Python Web Scraping Tutorial using BeautifulSoup & Scrapy
Beginner’s guide to Web Scraping in Python using BeautifulSoup & scrapy
Python Web Scraping Tutorial using BeautifulSoup & Scrappy
Introduction of Web scraping
Important tools & python library required for Tutorial
Parsing a page with BeautifulSoup
A complete example using BeautifulSoup
Example using Scrapy
“Meaning Full Data” that we all want for our Data Science Projects! There are situations where data is not available in “CSV” or in your “Datamart”. The only way to access those set of data from HTML pages available on the INTERNET. In all these situations we usually go for a technique called web scraping to get the data from the html web pages into a format we require for our analysis.
A lot of valuable information is freely available online, but not necessarily in a nice structured format. Web scraping is the process of collecting data that is more or less structured from the Internet.
- Crawling from page to page, following links (think Google crawler)
- Extracting information from resulting downloads, such as Web pages, PDF documents, Word documents, etc..
What are the other ways to extract information from the web:
- WEB API – Most preferred way to get the required information from your data providers! almost every technology driven organisation providing data APIs to access their data in a more structured manner.
- RSS Feeds– RSS stands for Really Simple Syndication or Rich Site Summary however it is often referred to as the feed or news feed.RSS allows publishers to automatically syndicate their content, This is basically a structured XML document that includes full or summarized text along with other metadata such as published date, author name, etc.
Even when an API does exist, request volume and rate limits, the types of data, or the format of data that it provides might be insufficient for your purposes. This is where web scraping steps in. With few exceptions, if you can view it in your browser, you can access it via a Python script. If you can access it in a script, you can store it in a database. And if you can store it in a database, you can do the virtually any-thing with that data.

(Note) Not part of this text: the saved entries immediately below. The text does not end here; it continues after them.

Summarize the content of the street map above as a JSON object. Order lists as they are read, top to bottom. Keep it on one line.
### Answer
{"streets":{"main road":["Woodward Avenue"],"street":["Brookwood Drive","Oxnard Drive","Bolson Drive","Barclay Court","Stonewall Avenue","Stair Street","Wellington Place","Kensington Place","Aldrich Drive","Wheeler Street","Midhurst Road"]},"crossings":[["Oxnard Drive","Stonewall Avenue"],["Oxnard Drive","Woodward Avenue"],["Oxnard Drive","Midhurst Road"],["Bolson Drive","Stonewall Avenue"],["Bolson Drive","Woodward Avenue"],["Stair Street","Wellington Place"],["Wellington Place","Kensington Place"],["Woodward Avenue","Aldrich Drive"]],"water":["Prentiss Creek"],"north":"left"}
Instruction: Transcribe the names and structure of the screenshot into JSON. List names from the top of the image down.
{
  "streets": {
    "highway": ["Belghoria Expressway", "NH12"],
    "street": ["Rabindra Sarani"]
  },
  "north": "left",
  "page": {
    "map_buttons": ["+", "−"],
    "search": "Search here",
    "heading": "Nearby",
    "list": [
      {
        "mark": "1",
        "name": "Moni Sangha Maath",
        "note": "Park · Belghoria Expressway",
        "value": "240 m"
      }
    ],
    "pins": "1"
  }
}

Web scraping is the practice of using a computer program to grab information from web page(mostly HTML) and gather the data that you need in a format most useful to you while at the same time preserving the structure of the data.
You can find lots of examples (open source) Python scraping code on– as well as a place to keep and run scrapers so you aren’t responsible for them forever. There are tutorials too, that you can fully run in your web browser. This was set up in 2009 by a bunch of clever people previously involved in the very useful http://theyworkforyou.com/. ScraperWiki hosts programmes to scrape the web – and it also hosts the nice, tidy data these scrapers produce.
Right now, there are around 10,000 scrapers hosted on the website. You might be lucky, and find that someone has already written a program to scrape the website you’re interested in. If you’re not lucky, you can pay someone else to write that scraper – as long as you’re happy for the data and the scraper to be in the public domain.
A few scraping rules
We are all set to start web-scraping. But first, a couple of rules you should keep while running any scraping utility.
- You should check a website’s terms and conditions before you scrape them. It’s their data and they likely have some rules to govern it. This also differs based on the country local rules and type of organisation. Better check terms & condition!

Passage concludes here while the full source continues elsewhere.